BRIEF
Copy out the whole listing exactly as written, leaving the pictures behind.

SUPPLIED MATERIAL
Content starts

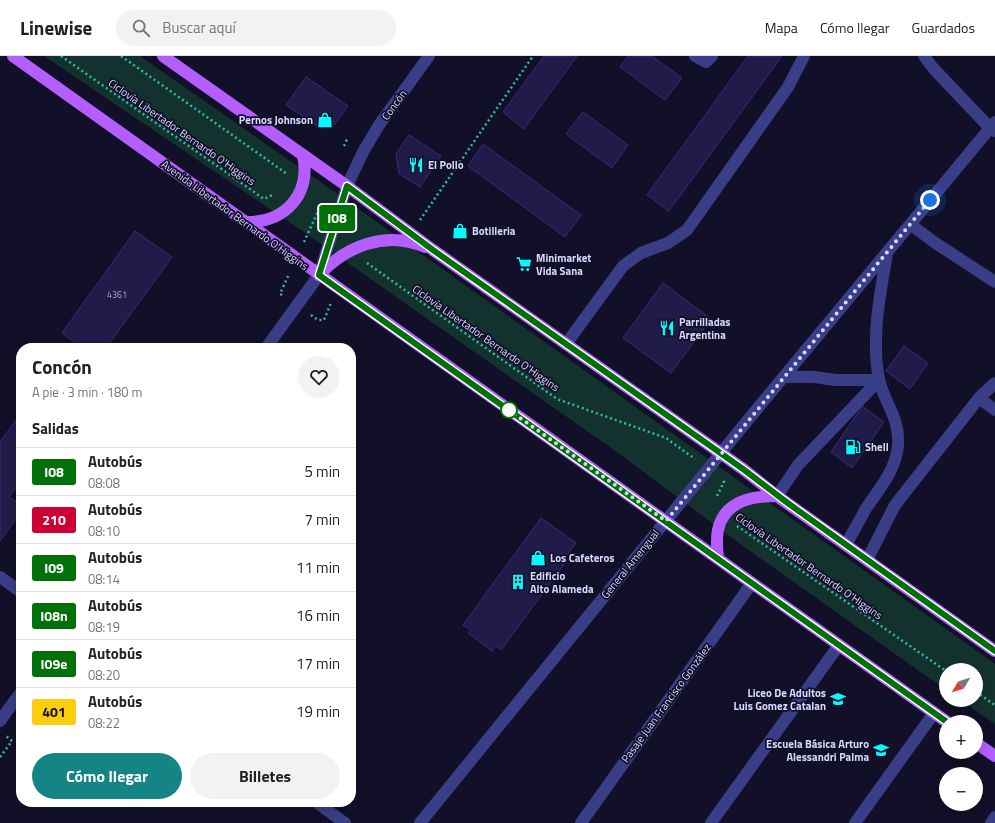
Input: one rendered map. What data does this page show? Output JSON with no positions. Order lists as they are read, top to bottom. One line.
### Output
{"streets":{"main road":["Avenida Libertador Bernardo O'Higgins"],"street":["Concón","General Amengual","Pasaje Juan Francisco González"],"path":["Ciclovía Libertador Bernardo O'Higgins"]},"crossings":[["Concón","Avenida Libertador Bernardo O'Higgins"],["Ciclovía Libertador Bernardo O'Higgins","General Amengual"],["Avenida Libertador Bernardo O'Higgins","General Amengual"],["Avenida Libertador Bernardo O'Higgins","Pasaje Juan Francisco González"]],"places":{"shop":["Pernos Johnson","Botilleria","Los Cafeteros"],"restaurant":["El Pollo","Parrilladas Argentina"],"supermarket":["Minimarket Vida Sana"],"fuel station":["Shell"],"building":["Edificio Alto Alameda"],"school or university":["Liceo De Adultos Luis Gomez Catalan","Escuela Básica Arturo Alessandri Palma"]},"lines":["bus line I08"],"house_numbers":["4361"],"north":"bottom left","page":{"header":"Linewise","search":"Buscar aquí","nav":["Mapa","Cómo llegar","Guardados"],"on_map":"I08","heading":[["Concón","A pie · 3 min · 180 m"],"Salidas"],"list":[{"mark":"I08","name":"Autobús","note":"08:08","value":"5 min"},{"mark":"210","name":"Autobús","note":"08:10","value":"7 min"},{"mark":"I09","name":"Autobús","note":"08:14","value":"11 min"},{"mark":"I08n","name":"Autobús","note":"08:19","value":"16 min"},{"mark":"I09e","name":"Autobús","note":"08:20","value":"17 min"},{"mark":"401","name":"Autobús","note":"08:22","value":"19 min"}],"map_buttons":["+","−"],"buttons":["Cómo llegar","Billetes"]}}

Content ends

TASK OUTPUT
Input: one rendered map. What data does this page show? Output JSON with no positions. Order lists as they are read, top to bottom. One line.
### Output
{"streets":{"main road":["Avenida Libertador Bernardo O'Higgins"],"street":["Concón","General Amengual","Pasaje Juan Francisco González"],"path":["Ciclovía Libertador Bernardo O'Higgins"]},"crossings":[["Concón","Avenida Libertador Bernardo O'Higgins"],["Ciclovía Libertador Bernardo O'Higgins","General Amengual"],["Avenida Libertador Bernardo O'Higgins","General Amengual"],["Avenida Libertador Bernardo O'Higgins","Pasaje Juan Francisco González"]],"places":{"shop":["Pernos Johnson","Botilleria","Los Cafeteros"],"restaurant":["El Pollo","Parrilladas Argentina"],"supermarket":["Minimarket Vida Sana"],"fuel station":["Shell"],"building":["Edificio Alto Alameda"],"school or university":["Liceo De Adultos Luis Gomez Catalan","Escuela Básica Arturo Alessandri Palma"]},"lines":["bus line I08"],"house_numbers":["4361"],"north":"bottom left","page":{"header":"Linewise","search":"Buscar aquí","nav":["Mapa","Cómo llegar","Guardados"],"on_map":"I08","heading":[["Concón","A pie · 3 min · 180 m"],"Salidas"],"list":[{"mark":"I08","name":"Autobús","note":"08:08","value":"5 min"},{"mark":"210","name":"Autobús","note":"08:10","value":"7 min"},{"mark":"I09","name":"Autobús","note":"08:14","value":"11 min"},{"mark":"I08n","name":"Autobús","note":"08:19","value":"16 min"},{"mark":"I09e","name":"Autobús","note":"08:20","value":"17 min"},{"mark":"401","name":"Autobús","note":"08:22","value":"19 min"}],"map_buttons":["+","−"],"buttons":["Cómo llegar","Billetes"]}}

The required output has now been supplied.